Has the RMA made the well-being of the community irrelevant?

Dr Bryce Wilkinson
Insights Newsletter
8 March, 2013

I had the occasion last week to browse through the Proposed District Plan of a certain local authority in New Zealand in order to see how it assessed the costs and benefits to the community of its multitudinous restrictive provisions.

The Resource Management Act 1991 (RMA) requires local authorities to “take into account the benefits and costs of policies, rules, or other methods” it puts into such plans.

“That looks OK,” an economist might say. “The RMA is just telling local authorities to assess whether items in their plans can be expected to make the community better off in an overall sense.”

Such an economist is assuming too much. The RMA’s instruction does not say benefits and costs to members of the community are important. It is open to the interpretation that benefits and costs to something else – like ‘the environment’ – are more important.

It was hard to find anything in the plan I was examining that stated which approach was being taken.

Instead, the typical procedure seemed to be to classify a possible outcome as either a pro or a con, without any clear or consistent basis for doing so.

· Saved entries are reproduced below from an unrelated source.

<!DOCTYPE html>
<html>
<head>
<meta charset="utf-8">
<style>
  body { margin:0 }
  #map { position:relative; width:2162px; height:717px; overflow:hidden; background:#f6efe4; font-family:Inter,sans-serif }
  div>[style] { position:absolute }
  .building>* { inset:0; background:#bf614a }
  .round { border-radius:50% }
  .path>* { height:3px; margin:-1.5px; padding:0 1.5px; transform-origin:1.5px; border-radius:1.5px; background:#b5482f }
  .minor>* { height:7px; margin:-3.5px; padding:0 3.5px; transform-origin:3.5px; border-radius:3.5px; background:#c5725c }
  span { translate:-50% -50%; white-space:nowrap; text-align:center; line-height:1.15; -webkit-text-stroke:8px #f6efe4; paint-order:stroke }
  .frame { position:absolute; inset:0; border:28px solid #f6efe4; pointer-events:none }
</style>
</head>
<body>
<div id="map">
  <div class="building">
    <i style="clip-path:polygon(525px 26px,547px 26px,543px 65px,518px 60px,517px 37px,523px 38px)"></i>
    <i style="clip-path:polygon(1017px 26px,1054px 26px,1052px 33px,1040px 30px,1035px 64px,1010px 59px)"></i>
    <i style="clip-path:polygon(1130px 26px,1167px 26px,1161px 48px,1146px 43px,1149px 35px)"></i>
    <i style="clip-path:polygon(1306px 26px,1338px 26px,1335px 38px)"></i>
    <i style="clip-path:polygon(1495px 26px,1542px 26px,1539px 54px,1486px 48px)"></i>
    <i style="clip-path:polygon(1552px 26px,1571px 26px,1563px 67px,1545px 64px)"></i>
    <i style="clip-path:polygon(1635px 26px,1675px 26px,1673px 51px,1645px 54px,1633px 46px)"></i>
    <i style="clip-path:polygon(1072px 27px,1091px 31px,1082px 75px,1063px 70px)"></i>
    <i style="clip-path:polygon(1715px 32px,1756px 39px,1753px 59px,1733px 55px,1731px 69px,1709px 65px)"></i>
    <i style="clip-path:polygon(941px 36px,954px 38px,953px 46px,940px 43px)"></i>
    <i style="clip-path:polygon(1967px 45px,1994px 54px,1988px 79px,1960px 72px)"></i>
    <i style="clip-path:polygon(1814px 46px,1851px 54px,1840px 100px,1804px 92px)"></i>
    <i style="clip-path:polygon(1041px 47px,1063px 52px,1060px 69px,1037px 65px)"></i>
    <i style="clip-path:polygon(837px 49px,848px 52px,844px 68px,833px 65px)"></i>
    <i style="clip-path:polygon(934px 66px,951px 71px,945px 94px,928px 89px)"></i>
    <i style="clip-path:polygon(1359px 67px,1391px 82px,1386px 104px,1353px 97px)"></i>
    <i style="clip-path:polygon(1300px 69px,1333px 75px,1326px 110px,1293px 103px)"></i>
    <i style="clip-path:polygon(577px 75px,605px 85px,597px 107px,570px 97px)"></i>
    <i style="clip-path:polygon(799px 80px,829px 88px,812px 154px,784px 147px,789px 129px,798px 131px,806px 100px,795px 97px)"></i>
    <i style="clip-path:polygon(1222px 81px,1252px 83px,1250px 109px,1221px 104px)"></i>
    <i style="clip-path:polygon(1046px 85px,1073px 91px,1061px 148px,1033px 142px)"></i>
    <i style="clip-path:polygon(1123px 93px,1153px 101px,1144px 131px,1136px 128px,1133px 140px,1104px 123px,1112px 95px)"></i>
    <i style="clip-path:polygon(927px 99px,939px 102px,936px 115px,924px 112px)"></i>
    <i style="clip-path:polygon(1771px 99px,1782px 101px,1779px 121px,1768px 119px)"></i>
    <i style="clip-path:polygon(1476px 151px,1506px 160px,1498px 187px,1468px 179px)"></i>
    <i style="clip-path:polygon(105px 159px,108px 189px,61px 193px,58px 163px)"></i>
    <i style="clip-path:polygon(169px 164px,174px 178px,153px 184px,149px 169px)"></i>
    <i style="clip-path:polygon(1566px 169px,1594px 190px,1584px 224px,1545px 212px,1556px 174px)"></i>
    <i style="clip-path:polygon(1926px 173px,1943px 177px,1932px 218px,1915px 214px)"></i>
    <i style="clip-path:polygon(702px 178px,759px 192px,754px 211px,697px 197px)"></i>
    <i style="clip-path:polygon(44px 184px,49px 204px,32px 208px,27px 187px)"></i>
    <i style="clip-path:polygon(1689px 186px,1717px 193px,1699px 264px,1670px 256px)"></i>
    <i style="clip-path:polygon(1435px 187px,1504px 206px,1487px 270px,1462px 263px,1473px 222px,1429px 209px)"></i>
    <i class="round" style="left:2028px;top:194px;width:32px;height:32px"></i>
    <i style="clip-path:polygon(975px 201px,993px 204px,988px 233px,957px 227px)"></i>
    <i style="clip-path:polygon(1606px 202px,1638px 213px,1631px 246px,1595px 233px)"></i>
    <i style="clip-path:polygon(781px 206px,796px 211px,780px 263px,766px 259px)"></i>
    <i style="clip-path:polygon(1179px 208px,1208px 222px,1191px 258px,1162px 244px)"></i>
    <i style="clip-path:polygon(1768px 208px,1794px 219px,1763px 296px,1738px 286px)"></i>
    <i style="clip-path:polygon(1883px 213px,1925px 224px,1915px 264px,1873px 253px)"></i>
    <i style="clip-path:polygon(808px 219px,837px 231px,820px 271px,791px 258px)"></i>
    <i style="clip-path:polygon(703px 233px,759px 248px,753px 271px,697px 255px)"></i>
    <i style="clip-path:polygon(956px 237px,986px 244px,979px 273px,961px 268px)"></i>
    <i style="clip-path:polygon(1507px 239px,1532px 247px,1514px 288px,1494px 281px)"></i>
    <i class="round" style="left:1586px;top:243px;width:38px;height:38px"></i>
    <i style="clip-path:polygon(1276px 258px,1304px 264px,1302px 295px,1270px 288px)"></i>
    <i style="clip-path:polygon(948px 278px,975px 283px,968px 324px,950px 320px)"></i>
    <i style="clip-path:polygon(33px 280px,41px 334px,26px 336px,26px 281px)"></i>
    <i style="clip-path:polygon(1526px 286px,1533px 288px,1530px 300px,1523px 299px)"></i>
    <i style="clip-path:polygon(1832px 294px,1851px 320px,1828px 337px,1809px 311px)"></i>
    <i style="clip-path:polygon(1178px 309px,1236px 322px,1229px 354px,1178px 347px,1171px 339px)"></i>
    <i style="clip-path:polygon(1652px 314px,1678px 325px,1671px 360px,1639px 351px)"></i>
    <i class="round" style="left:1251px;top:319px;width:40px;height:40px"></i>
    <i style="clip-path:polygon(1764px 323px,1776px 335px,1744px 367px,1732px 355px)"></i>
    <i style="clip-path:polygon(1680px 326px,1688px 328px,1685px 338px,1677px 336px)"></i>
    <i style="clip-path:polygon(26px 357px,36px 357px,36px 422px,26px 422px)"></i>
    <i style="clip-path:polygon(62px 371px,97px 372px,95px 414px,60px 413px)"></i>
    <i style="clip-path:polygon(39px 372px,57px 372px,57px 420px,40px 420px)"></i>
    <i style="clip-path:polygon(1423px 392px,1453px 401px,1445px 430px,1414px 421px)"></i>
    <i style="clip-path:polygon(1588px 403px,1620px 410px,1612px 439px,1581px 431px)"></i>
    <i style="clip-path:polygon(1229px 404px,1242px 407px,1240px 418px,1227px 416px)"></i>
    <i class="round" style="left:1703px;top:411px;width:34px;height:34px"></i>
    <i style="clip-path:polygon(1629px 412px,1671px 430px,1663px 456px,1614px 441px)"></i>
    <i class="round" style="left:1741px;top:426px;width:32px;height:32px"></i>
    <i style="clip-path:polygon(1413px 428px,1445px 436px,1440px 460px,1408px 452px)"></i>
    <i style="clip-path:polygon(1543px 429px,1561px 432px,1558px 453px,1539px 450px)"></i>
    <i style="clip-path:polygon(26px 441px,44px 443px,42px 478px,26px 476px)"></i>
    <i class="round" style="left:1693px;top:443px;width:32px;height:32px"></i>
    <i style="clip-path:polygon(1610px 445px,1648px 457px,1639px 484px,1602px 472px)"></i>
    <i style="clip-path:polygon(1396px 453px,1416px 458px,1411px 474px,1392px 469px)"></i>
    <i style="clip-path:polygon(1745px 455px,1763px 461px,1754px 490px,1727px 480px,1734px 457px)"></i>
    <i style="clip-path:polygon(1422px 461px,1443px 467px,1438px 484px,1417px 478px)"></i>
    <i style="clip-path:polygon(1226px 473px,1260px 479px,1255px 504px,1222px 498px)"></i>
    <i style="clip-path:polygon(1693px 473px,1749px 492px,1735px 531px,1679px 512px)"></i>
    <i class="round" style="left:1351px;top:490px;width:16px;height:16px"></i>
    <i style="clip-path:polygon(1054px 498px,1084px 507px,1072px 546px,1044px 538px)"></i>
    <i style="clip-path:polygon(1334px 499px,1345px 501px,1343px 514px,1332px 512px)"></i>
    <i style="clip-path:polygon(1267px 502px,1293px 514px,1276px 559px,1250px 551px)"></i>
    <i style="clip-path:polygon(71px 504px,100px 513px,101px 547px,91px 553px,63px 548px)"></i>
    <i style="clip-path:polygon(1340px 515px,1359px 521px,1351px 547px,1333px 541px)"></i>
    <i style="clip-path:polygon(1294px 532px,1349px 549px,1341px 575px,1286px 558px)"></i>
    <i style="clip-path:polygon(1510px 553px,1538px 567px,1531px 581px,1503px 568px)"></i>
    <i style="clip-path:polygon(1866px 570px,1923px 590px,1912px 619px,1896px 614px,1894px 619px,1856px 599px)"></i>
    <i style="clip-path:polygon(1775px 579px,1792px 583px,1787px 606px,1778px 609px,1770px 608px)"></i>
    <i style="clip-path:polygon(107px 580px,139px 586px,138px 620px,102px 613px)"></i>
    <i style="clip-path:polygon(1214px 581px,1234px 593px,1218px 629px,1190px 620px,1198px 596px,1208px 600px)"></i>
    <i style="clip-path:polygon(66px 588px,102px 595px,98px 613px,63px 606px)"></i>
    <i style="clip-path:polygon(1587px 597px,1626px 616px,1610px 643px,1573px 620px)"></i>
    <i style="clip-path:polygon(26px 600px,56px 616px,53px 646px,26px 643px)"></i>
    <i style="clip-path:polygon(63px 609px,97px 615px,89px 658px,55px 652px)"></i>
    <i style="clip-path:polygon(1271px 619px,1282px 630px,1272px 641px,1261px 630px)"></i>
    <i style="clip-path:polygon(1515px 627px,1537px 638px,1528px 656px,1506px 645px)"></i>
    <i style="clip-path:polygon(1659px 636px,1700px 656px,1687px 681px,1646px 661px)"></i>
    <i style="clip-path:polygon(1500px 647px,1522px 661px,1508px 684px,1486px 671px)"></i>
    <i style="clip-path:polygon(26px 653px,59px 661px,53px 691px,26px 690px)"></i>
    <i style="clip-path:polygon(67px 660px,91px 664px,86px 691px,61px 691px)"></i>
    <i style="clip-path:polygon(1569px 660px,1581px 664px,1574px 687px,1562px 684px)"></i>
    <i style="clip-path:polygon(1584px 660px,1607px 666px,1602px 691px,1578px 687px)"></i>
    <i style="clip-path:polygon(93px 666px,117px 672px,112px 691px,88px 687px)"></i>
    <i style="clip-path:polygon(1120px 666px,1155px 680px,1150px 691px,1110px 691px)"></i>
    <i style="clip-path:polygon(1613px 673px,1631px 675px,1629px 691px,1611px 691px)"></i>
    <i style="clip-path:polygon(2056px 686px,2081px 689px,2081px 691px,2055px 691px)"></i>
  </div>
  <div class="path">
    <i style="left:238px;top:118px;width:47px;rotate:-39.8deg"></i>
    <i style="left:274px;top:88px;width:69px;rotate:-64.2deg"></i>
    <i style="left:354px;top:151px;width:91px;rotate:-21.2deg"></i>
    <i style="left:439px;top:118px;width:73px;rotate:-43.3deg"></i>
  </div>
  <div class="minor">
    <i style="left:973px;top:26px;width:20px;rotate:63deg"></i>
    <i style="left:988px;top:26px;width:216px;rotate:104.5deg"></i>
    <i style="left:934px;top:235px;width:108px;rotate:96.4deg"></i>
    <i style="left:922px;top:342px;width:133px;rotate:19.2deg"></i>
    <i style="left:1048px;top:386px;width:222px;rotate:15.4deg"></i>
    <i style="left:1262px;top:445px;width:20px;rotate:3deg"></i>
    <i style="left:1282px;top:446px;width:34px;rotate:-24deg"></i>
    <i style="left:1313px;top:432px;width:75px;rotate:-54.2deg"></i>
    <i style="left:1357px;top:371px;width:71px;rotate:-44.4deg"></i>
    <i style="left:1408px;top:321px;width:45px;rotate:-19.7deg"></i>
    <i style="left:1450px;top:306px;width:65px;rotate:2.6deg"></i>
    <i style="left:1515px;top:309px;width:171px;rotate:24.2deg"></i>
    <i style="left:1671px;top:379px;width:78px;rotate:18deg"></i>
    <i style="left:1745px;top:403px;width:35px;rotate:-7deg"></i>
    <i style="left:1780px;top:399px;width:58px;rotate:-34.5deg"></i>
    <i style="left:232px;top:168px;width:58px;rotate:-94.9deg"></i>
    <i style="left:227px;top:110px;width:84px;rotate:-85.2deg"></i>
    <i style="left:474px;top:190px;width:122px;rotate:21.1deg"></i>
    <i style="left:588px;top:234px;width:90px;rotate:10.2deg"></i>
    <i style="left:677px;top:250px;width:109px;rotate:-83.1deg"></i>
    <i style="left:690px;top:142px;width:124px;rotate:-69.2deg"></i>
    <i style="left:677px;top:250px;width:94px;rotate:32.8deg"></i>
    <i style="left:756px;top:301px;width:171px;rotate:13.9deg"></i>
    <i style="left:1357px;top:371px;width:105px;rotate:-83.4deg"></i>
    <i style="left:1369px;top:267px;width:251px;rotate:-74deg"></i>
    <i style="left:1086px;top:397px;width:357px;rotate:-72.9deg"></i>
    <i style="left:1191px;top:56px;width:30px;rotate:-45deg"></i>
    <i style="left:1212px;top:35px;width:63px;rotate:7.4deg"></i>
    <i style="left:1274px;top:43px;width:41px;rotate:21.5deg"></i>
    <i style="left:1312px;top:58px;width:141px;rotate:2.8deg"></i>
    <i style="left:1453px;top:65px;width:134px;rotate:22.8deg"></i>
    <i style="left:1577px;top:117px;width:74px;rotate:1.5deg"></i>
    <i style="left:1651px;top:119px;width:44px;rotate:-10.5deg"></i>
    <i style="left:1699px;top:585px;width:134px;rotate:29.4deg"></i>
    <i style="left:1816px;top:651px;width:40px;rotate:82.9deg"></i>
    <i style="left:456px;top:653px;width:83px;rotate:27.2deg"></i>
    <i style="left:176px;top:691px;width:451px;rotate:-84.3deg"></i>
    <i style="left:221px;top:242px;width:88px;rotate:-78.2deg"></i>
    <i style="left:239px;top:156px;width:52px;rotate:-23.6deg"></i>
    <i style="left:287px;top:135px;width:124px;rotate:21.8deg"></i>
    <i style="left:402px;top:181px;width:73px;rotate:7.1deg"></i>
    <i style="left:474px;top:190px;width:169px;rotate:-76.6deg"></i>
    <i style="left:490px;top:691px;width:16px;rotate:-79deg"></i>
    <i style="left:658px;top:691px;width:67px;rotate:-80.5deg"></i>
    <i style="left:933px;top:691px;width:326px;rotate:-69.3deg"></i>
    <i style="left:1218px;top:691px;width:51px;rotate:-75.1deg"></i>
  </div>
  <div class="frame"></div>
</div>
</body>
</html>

Eventually, buried deep in the first thousand pages of the plan, I came across this clue as to what the authors considered to be a benefit or a cost:

"Net benefits are the gains in environmental or other ecological properties, reduced natural resource demand, or increased resilience or security of supply, minus the environmental injuries caused by those actions."

Notice that there is no mention of the need to consider the cost to the community of forgoing the benefits it would derive from the forgone use of the land or property. This is a critical omission.

Instead, the RMA only recognises the cost of ‘environmental injuries.' But are introduced plants, for example, an environmental injury or benefit?

Now look at the benefits side of the statement. There is no reference to any benefits that the community might enjoy from the preferred option. Each of the enumerated environmental ‘gains’ might benefit the local community – or require a sacrifice by the community to achieve the gains.

How typical is this example? I don’t know. Perhaps some of you who have read this far could provide more examples, supportive or otherwise?